**TASK ITEM:** Omit the pictures, then reproduce every remaining record exactly.

**THE RECORDS:**
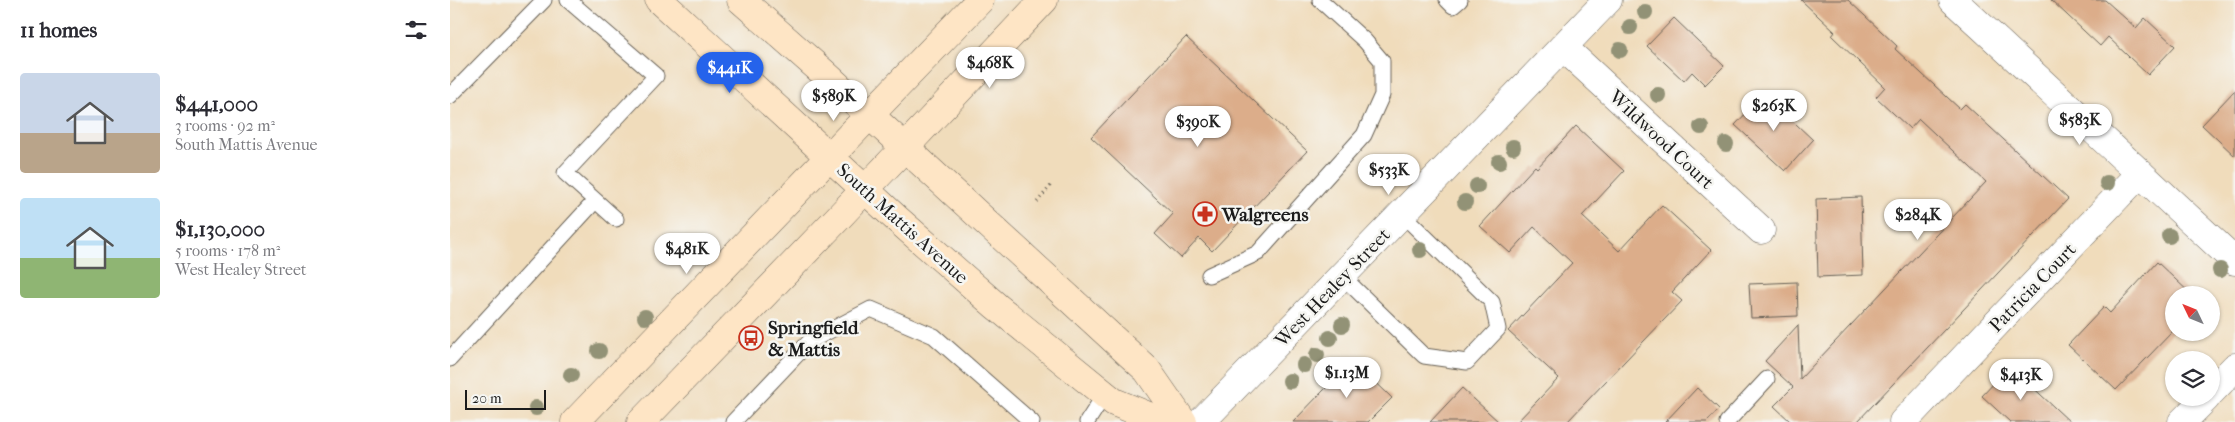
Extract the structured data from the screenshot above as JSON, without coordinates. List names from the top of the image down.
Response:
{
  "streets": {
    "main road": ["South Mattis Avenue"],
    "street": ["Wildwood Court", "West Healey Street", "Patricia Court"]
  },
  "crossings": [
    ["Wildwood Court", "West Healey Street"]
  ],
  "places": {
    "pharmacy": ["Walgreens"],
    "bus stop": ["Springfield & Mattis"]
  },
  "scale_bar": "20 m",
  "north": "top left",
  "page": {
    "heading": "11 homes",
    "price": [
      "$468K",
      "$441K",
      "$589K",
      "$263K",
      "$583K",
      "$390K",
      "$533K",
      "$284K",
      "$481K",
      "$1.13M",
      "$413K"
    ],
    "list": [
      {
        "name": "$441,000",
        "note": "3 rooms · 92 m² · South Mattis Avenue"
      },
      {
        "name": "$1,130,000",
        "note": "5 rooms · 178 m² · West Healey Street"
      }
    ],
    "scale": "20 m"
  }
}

**WORKED SOLUTION:**
Extract the structured data from the screenshot above as JSON, without coordinates. List names from the top of the image down.
Response:
{
  "streets": {
    "main road": ["South Mattis Avenue"],
    "street": ["Wildwood Court", "West Healey Street", "Patricia Court"]
  },
  "crossings": [
    ["Wildwood Court", "West Healey Street"]
  ],
  "places": {
    "pharmacy": ["Walgreens"],
    "bus stop": ["Springfield & Mattis"]
  },
  "scale_bar": "20 m",
  "north": "top left",
  "page": {
    "heading": "11 homes",
    "price": [
      "$468K",
      "$441K",
      "$589K",
      "$263K",
      "$583K",
      "$390K",
      "$533K",
      "$284K",
      "$481K",
      "$1.13M",
      "$413K"
    ],
    "list": [
      {
        "name": "$441,000",
        "note": "3 rooms · 92 m² · South Mattis Avenue"
      },
      {
        "name": "$1,130,000",
        "note": "5 rooms · 178 m² · West Healey Street"
      }
    ],
    "scale": "20 m"
  }
}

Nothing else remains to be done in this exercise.